*** Block opens ***

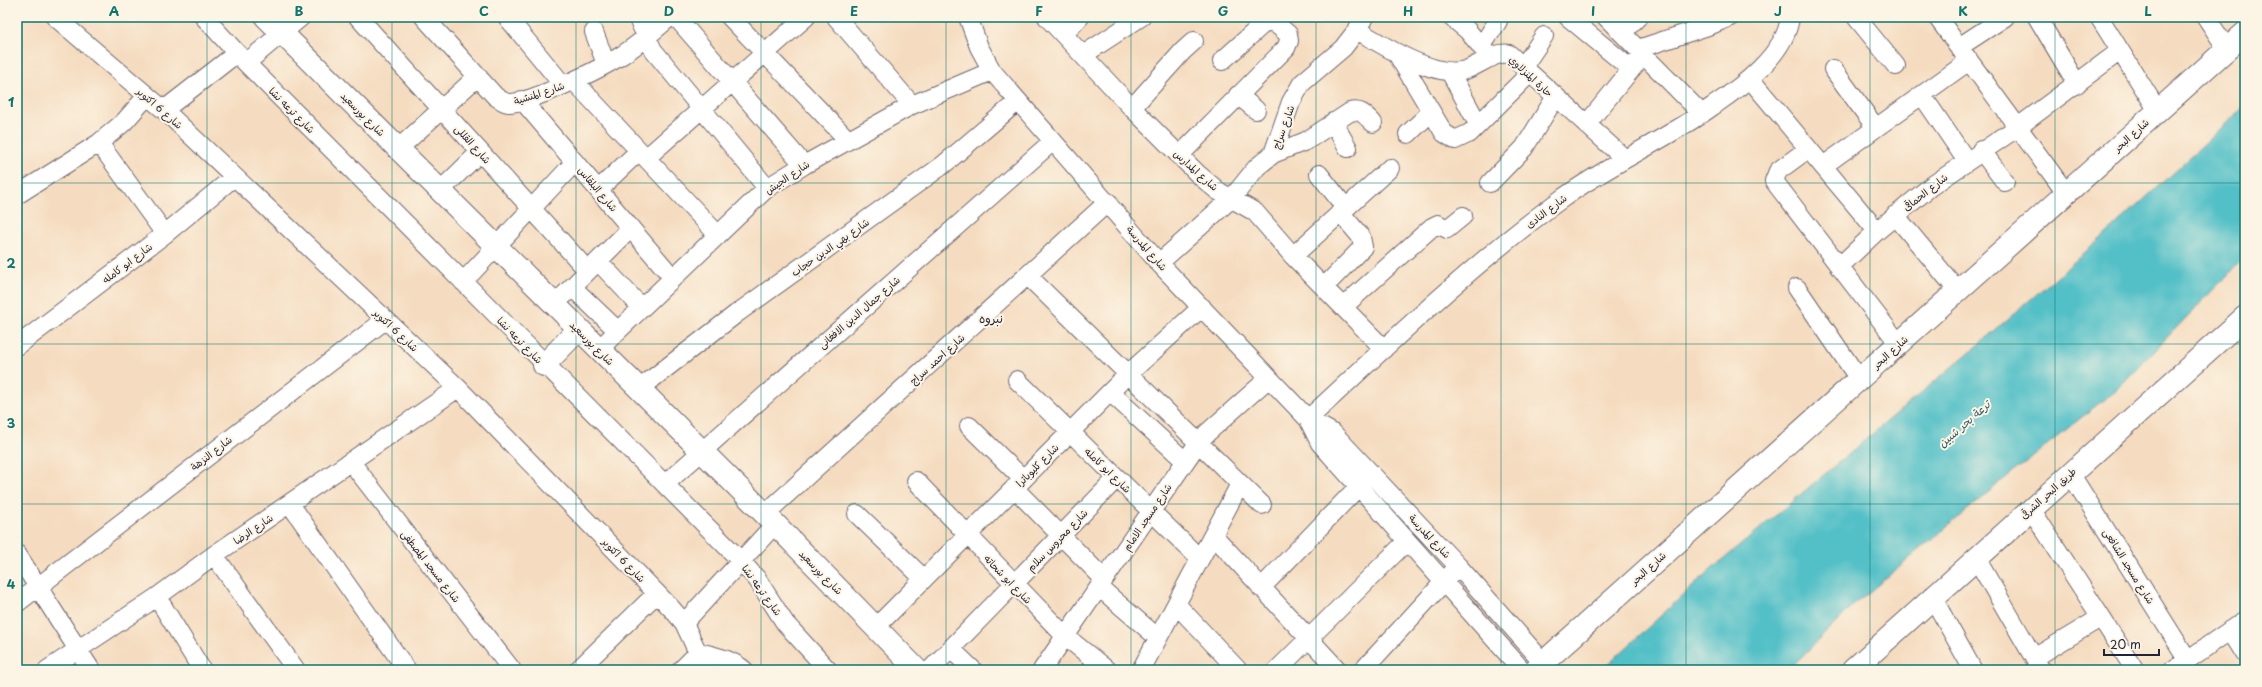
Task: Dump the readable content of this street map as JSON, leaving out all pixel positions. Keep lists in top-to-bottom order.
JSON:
{
  "streets": {
    "street": [
      "حارة المنزلاوي",
      "شارع المنشية",
      "شارع 6 اكتوبر",
      "شارع ترعه نشا",
      "شارع بورسعيد",
      "شارع سراج",
      "شارع البحر",
      "شارع القللى",
      "شارع المدارس",
      "شارع الجيش",
      "شارع البلقاس",
      "شارع الحماقى",
      "شارع النادى",
      "شارع بهي الدين حجاب",
      "شارع المدرسة",
      "شارع ابو كامله",
      "شارع جمال الدين الافغانى",
      "شارع احمد سراج",
      "شارع النزهة",
      "شارع كليوباترا",
      "طريق البحر الشرقى",
      "شارع مسجد الامام",
      "شارع الرضا",
      "شارع محروس سلام",
      "شارع مسجد المصطفى",
      "شارع مسجد الشافعى",
      "شارع ابو شحاته"
    ]
  },
  "crossings": [
    ["حارة المنزلاوي", "شارع سراج"],
    ["حارة المنزلاوي", "شارع النادى"],
    ["شارع المنشية", "شارع البلقاس"],
    ["شارع 6 اكتوبر", "شارع ابو كامله"],
    ["شارع 6 اكتوبر", "شارع احمد سراج"],
    ["شارع 6 اكتوبر", "شارع النزهة"],
    ["شارع 6 اكتوبر", "شارع الرضا"],
    ["شارع ترعه نشا", "شارع جمال الدين الافغانى"],
    ["شارع ترعه نشا", "شارع احمد سراج"],
    ["شارع بورسعيد", "شارع الجيش"],
    ["شارع بورسعيد", "شارع بهي الدين حجاب"],
    ["شارع بورسعيد", "شارع جمال الدين الافغانى"],
    ["شارع بورسعيد", "شارع احمد سراج"],
    ["شارع بورسعيد", "شارع كليوباترا"],
    ["شارع سراج", "شارع المدارس"],
    ["شارع سراج", "شارع المدرسة"],
    ["شارع البحر", "شارع المدرسة"],
    ["شارع القللى", "شارع الجيش"],
    ["شارع المدارس", "شارع النادى"],
    ["شارع الجيش", "شارع البلقاس"],
    ["شارع الجيش", "شارع المدرسة"],
    ["شارع النادى", "شارع المدرسة"],
    ["شارع بهي الدين حجاب", "شارع المدرسة"],
    ["شارع المدرسة", "شارع جمال الدين الافغانى"],
    ["شارع المدرسة", "شارع احمد سراج"],
    ["شارع المدرسة", "شارع كليوباترا"],
    ["شارع المدرسة", "شارع مسجد الامام"],
    ["شارع ابو كامله", "شارع كليوباترا"],
    ["شارع ابو كامله", "شارع مسجد الامام"],
    ["شارع ابو كامله", "شارع محروس سلام"],
    ["شارع كليوباترا", "شارع ابو شحاته"],
    ["طريق البحر الشرقى", "شارع مسجد الشافعى"],
    ["شارع مسجد الامام", "شارع ابو شحاته"],
    ["شارع الرضا", "شارع مسجد المصطفى"],
    ["شارع محروس سلام", "شارع ابو شحاته"]
  ],
  "districts": ["نبروه"],
  "water": ["ترعة بحر شبين"],
  "scale_bar": "20 m",
  "grid": {
    "columns": [
      "A",
      "B",
      "C",
      "D",
      "E",
      "F",
      "G",
      "H",
      "I",
      "J",
      "K",
      "L"
    ],
    "rows": [
      "1",
      "2",
      "3",
      "4"
    ]
  }
}
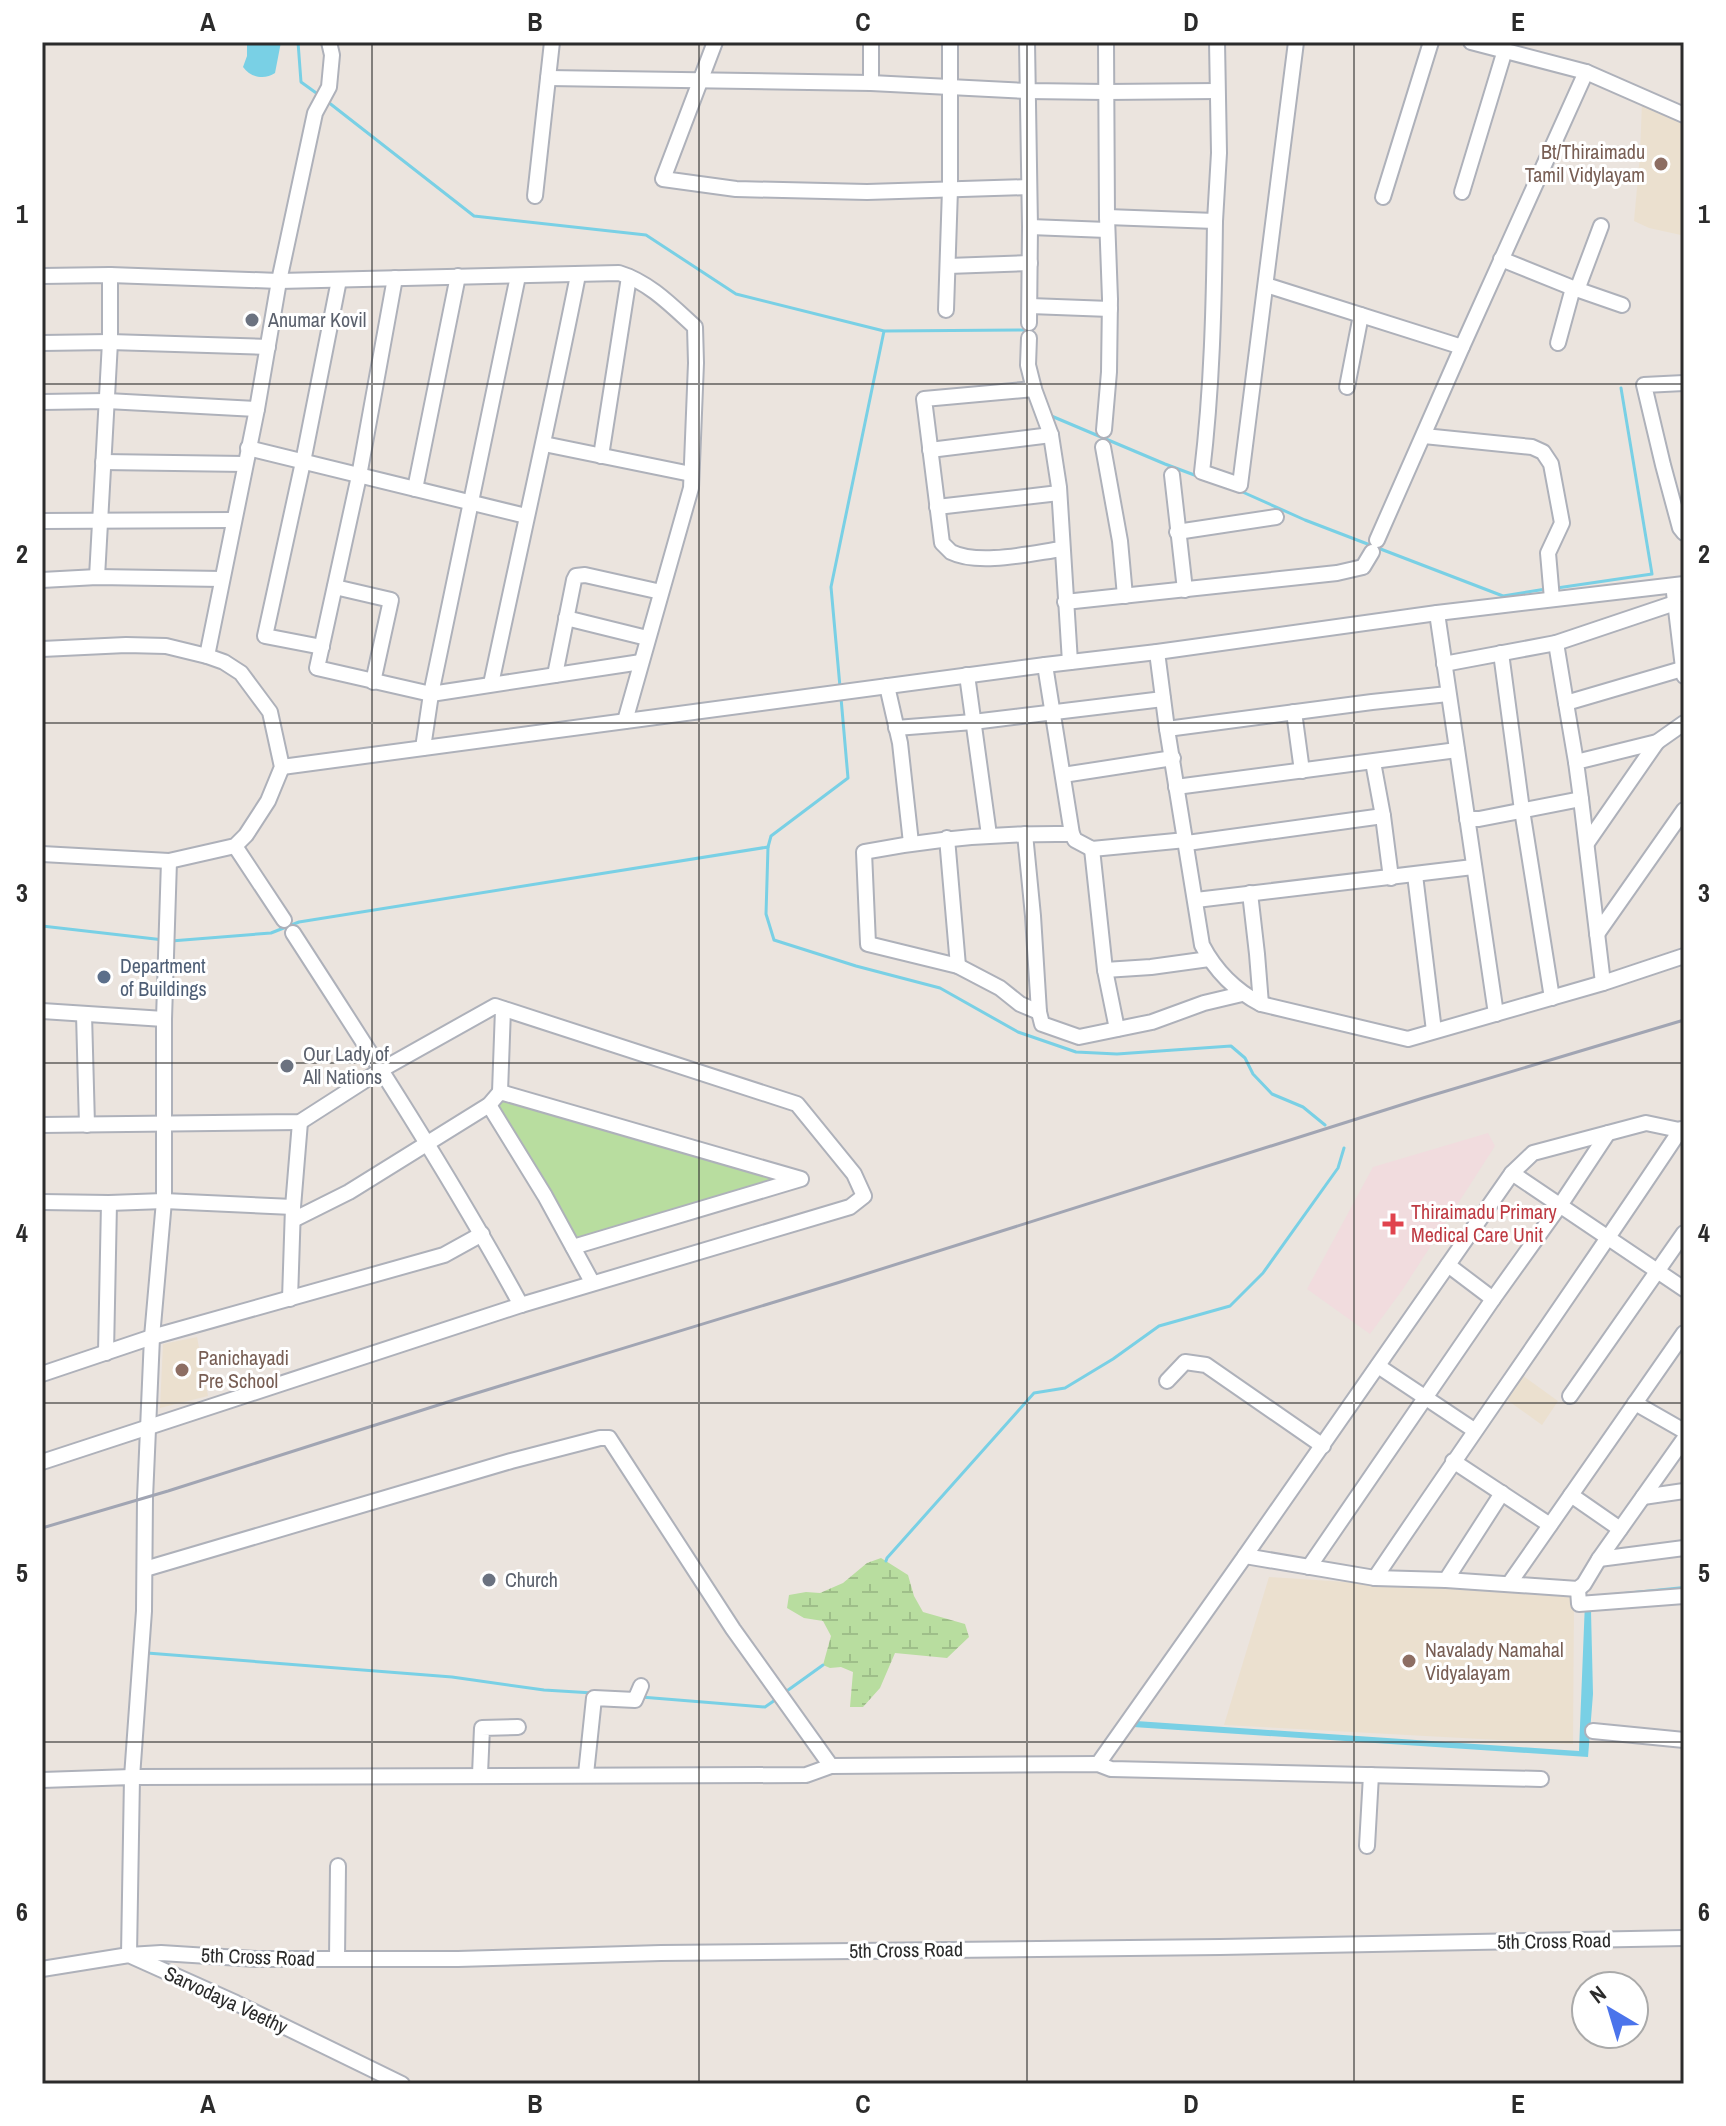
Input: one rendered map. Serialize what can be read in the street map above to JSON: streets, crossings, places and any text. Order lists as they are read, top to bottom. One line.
{"streets":{"street":["5th Cross Road","Sarvodaya Veethy"]},"crossings":[["5th Cross Road","Sarvodaya Veethy"]],"places":{"other":["Bt/Thiraimadu Tamil Vidylayam","Anumar Kovil","Department of Buildings","Our Lady of All Nations","Panichayadi Pre School","Church","Navalady Namahal Vidyalayam"],"health":["Thiraimadu Primary Medical Care Unit"]},"north":"top left","grid":{"columns":["A","B","C","D","E"],"rows":["1","2","3","4","5","6"]}}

*** Block closes ***

HOW TO COMPLETE THIS TASK - For this exercise, copy the entries above exactly and skip any picture.

ANSWER -
Task: Dump the readable content of this street map as JSON, leaving out all pixel positions. Keep lists in top-to-bottom order.
JSON:
{
  "streets": {
    "street": [
      "حارة المنزلاوي",
      "شارع المنشية",
      "شارع 6 اكتوبر",
      "شارع ترعه نشا",
      "شارع بورسعيد",
      "شارع سراج",
      "شارع البحر",
      "شارع القللى",
      "شارع المدارس",
      "شارع الجيش",
      "شارع البلقاس",
      "شارع الحماقى",
      "شارع النادى",
      "شارع بهي الدين حجاب",
      "شارع المدرسة",
      "شارع ابو كامله",
      "شارع جمال الدين الافغانى",
      "شارع احمد سراج",
      "شارع النزهة",
      "شارع كليوباترا",
      "طريق البحر الشرقى",
      "شارع مسجد الامام",
      "شارع الرضا",
      "شارع محروس سلام",
      "شارع مسجد المصطفى",
      "شارع مسجد الشافعى",
      "شارع ابو شحاته"
    ]
  },
  "crossings": [
    ["حارة المنزلاوي", "شارع سراج"],
    ["حارة المنزلاوي", "شارع النادى"],
    ["شارع المنشية", "شارع البلقاس"],
    ["شارع 6 اكتوبر", "شارع ابو كامله"],
    ["شارع 6 اكتوبر", "شارع احمد سراج"],
    ["شارع 6 اكتوبر", "شارع النزهة"],
    ["شارع 6 اكتوبر", "شارع الرضا"],
    ["شارع ترعه نشا", "شارع جمال الدين الافغانى"],
    ["شارع ترعه نشا", "شارع احمد سراج"],
    ["شارع بورسعيد", "شارع الجيش"],
    ["شارع بورسعيد", "شارع بهي الدين حجاب"],
    ["شارع بورسعيد", "شارع جمال الدين الافغانى"],
    ["شارع بورسعيد", "شارع احمد سراج"],
    ["شارع بورسعيد", "شارع كليوباترا"],
    ["شارع سراج", "شارع المدارس"],
    ["شارع سراج", "شارع المدرسة"],
    ["شارع البحر", "شارع المدرسة"],
    ["شارع القللى", "شارع الجيش"],
    ["شارع المدارس", "شارع النادى"],
    ["شارع الجيش", "شارع البلقاس"],
    ["شارع الجيش", "شارع المدرسة"],
    ["شارع النادى", "شارع المدرسة"],
    ["شارع بهي الدين حجاب", "شارع المدرسة"],
    ["شارع المدرسة", "شارع جمال الدين الافغانى"],
    ["شارع المدرسة", "شارع احمد سراج"],
    ["شارع المدرسة", "شارع كليوباترا"],
    ["شارع المدرسة", "شارع مسجد الامام"],
    ["شارع ابو كامله", "شارع كليوباترا"],
    ["شارع ابو كامله", "شارع مسجد الامام"],
    ["شارع ابو كامله", "شارع محروس سلام"],
    ["شارع كليوباترا", "شارع ابو شحاته"],
    ["طريق البحر الشرقى", "شارع مسجد الشافعى"],
    ["شارع مسجد الامام", "شارع ابو شحاته"],
    ["شارع الرضا", "شارع مسجد المصطفى"],
    ["شارع محروس سلام", "شارع ابو شحاته"]
  ],
  "districts": ["نبروه"],
  "water": ["ترعة بحر شبين"],
  "scale_bar": "20 m",
  "grid": {
    "columns": [
      "A",
      "B",
      "C",
      "D",
      "E",
      "F",
      "G",
      "H",
      "I",
      "J",
      "K",
      "L"
    ],
    "rows": [
      "1",
      "2",
      "3",
      "4"
    ]
  }
}
Input: one rendered map. Serialize what can be read in the street map above to JSON: streets, crossings, places and any text. Order lists as they are read, top to bottom. One line.
{"streets":{"street":["5th Cross Road","Sarvodaya Veethy"]},"crossings":[["5th Cross Road","Sarvodaya Veethy"]],"places":{"other":["Bt/Thiraimadu Tamil Vidylayam","Anumar Kovil","Department of Buildings","Our Lady of All Nations","Panichayadi Pre School","Church","Navalady Namahal Vidyalayam"],"health":["Thiraimadu Primary Medical Care Unit"]},"north":"top left","grid":{"columns":["A","B","C","D","E"],"rows":["1","2","3","4","5","6"]}}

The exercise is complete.